How to Tell Your Story (and Why It Matters)

WhoAreYouA podcast I listen to regularly always begins with the host asking his guests, “How did you end up doing what you do?”  This guy interviews a variety of experts including economists, horticulturists, former FBI agents, nutritionists – even falconers!  I have yet to hear one of them say, “Yep, even as I small child I knew this was my destiny.”

Instead, they tell their stories – the unexpected twists and turns and paths of discovery that lead them into their current profession.  Their experiences and backgrounds are so interesting and add both depth and color to the expertise they share on the show.

So what is your story?  Did you grow up thinking, “I want to be a _______.”  Probably not.  So how in the world did you end up here?  Chances are it was a winding road, and you probably even learned some things along the way.

When telling your story you don’t need to share all of your personal details; the goal here is to be relatable.  People want to do business with another person, not a machine.  And when people know your story, their level of engagement with you starts to move beyond just your products and service – they start to buy into your business, and that is a paradigm shift.

Some of my clients have had difficulty figuring out how to tell their story, so the following is a list of questions to help you think through you unique experiences and how they have lead you into a business that matters to you and can make a difference for your customers.

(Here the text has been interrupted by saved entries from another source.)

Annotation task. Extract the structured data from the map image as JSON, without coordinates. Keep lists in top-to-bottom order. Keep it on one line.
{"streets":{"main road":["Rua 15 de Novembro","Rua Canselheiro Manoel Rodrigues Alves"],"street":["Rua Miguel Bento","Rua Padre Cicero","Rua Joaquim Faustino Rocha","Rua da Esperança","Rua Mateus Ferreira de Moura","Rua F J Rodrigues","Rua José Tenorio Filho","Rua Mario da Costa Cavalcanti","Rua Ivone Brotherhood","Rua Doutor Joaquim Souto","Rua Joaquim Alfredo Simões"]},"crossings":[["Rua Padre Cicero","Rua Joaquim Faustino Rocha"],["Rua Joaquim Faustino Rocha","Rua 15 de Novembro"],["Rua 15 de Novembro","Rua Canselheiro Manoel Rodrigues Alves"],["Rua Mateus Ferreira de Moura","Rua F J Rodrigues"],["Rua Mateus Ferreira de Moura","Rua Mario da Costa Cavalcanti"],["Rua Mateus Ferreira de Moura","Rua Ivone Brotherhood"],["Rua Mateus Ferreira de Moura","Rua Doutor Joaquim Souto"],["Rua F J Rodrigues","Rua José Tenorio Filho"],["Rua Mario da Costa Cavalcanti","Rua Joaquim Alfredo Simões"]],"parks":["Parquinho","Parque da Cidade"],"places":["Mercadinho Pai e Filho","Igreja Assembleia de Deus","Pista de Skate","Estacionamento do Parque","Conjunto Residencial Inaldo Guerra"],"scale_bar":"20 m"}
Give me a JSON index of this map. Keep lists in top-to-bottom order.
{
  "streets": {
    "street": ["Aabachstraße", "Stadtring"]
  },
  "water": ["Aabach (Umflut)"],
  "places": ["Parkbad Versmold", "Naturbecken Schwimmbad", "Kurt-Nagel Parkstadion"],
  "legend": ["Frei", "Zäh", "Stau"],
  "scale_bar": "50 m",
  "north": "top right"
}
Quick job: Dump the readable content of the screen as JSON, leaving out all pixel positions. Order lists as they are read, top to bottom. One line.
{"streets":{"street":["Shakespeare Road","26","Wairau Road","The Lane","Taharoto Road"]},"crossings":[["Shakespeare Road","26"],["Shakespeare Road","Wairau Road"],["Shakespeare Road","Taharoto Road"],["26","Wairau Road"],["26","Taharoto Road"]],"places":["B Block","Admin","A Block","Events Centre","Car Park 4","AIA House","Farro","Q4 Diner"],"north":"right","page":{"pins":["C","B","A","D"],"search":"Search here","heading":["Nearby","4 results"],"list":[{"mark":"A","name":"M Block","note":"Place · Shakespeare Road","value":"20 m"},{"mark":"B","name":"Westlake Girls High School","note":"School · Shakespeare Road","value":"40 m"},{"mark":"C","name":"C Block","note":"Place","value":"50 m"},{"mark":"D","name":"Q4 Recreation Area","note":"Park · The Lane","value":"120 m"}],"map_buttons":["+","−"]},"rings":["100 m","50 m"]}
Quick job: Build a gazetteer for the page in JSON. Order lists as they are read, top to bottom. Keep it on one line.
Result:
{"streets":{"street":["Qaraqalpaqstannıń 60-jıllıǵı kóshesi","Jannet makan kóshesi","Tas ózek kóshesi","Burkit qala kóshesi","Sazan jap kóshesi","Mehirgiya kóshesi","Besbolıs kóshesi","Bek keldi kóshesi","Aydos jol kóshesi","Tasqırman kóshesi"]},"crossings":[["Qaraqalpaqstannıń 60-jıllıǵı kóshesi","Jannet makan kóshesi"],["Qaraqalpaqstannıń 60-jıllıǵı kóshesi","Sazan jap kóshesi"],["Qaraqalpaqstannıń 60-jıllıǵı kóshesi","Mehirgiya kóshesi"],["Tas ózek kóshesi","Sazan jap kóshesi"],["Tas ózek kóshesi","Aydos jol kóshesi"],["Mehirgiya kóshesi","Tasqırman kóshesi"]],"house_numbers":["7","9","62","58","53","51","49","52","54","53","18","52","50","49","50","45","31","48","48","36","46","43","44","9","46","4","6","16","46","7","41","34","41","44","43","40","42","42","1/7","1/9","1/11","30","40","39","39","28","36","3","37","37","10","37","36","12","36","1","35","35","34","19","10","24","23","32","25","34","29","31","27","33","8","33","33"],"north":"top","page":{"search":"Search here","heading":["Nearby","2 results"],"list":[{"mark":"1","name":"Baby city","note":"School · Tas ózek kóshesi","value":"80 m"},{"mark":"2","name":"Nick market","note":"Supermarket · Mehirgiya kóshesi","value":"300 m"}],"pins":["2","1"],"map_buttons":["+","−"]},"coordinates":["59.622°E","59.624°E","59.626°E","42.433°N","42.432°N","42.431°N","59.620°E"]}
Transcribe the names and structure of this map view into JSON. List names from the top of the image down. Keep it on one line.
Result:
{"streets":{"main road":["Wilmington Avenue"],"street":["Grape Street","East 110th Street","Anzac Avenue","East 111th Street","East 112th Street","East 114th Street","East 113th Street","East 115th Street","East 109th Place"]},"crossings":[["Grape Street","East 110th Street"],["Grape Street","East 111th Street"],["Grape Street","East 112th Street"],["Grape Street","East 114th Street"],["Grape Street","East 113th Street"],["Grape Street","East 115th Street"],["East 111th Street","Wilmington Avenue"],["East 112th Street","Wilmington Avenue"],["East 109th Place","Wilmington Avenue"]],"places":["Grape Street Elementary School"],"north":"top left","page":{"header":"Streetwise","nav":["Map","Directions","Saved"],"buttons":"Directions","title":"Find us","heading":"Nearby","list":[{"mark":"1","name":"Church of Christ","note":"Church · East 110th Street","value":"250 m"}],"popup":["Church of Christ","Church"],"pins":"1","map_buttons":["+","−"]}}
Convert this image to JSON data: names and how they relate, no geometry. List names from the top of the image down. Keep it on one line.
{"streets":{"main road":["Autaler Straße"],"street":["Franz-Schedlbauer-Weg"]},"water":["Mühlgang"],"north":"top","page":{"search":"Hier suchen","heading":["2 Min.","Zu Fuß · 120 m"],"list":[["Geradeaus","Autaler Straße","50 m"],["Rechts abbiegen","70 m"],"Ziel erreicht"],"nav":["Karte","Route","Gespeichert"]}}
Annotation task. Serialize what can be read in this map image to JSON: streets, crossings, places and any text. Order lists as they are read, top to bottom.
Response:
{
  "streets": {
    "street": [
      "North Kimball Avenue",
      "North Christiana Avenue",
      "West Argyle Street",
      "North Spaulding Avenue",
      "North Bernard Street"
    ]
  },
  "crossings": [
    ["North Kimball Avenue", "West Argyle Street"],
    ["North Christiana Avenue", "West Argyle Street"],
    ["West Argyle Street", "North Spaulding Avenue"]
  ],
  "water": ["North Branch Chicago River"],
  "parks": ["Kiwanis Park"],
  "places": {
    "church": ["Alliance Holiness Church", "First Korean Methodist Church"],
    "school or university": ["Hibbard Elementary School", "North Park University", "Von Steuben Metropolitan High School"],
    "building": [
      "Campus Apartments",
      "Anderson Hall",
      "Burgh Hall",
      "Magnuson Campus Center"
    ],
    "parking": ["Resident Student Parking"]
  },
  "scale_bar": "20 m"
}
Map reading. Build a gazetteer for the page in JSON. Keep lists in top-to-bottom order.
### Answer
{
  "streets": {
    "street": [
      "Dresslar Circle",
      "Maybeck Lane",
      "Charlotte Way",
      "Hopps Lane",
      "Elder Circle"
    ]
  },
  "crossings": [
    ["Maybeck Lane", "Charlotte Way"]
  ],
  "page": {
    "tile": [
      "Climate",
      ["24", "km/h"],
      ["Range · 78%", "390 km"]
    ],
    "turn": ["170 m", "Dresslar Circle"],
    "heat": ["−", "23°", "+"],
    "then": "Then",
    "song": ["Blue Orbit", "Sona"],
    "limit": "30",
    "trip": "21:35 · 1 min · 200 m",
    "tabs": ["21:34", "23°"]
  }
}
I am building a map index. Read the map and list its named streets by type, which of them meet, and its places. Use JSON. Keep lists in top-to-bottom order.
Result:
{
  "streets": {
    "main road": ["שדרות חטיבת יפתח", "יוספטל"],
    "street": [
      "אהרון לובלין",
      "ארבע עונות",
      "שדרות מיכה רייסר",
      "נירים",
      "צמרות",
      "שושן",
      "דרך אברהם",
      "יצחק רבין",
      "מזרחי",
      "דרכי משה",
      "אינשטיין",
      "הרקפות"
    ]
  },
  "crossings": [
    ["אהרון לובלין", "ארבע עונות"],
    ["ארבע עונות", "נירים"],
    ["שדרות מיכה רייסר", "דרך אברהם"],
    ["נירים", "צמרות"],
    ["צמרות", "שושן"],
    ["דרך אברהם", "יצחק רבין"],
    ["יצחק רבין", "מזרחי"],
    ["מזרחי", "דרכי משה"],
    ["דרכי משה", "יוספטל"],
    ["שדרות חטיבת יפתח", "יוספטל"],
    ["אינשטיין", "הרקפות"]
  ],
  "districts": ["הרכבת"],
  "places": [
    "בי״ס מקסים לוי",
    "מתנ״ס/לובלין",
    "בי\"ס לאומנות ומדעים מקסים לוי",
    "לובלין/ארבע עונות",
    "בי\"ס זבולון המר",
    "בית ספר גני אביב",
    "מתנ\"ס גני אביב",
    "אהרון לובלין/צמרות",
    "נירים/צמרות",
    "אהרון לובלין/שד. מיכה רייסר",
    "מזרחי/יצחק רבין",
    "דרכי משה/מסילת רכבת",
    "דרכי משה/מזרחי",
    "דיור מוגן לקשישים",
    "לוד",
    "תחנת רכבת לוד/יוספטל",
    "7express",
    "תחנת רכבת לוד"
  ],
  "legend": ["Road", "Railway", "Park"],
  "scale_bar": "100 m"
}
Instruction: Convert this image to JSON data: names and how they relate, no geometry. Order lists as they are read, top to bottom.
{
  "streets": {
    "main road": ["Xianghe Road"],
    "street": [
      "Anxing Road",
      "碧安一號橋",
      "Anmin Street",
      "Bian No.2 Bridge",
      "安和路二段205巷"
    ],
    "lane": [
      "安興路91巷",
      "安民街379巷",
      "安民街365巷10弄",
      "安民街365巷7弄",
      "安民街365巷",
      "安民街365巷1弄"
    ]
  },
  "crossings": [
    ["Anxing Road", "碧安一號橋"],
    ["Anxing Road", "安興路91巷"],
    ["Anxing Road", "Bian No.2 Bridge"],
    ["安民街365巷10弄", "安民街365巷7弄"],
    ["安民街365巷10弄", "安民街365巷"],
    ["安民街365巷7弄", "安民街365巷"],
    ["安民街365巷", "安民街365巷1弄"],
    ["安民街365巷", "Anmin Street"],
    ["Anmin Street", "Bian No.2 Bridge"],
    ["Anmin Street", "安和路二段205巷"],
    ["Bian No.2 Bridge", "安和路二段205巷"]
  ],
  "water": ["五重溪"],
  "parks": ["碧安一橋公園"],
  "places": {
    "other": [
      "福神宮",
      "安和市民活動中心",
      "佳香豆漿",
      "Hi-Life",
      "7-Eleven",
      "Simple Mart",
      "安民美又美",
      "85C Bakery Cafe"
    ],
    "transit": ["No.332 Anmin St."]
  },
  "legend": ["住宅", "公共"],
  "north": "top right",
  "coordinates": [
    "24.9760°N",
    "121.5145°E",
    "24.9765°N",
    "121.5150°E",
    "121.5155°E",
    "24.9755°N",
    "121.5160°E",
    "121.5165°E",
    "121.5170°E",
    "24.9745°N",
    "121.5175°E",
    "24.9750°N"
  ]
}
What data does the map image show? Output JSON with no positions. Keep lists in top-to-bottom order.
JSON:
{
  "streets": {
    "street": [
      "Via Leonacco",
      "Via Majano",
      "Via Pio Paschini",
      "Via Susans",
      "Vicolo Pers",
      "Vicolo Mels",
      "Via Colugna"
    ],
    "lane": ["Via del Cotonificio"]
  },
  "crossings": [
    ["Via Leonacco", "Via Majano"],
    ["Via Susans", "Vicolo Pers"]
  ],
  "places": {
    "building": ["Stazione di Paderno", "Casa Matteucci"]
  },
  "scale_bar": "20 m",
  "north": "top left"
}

  • What is your background?
  • Where are you from?
  • How/when did you get your start?
  • Is yours a family business with a rich history?
  • How has your business grown over the years?
  • What do you enjoy most about your work?
  • What do you want to help your customers accomplish?
  • What other types of work have you done?
  • Outside of your business, what else do you enjoy?
  • What is most important to you?

It’s advisable to answer these questions for yourself (with fierce honesty!) before you craft a message for the public. Sometimes we get so busy with our day-to-day operations that we can lose sight of why we’re even doing this at all, and taking the time to reflect on your history and background can help you reconnect with your reasons for going into business to begin with.

Then, make yourself “real” by letting your customers know who you are and what you’re all about.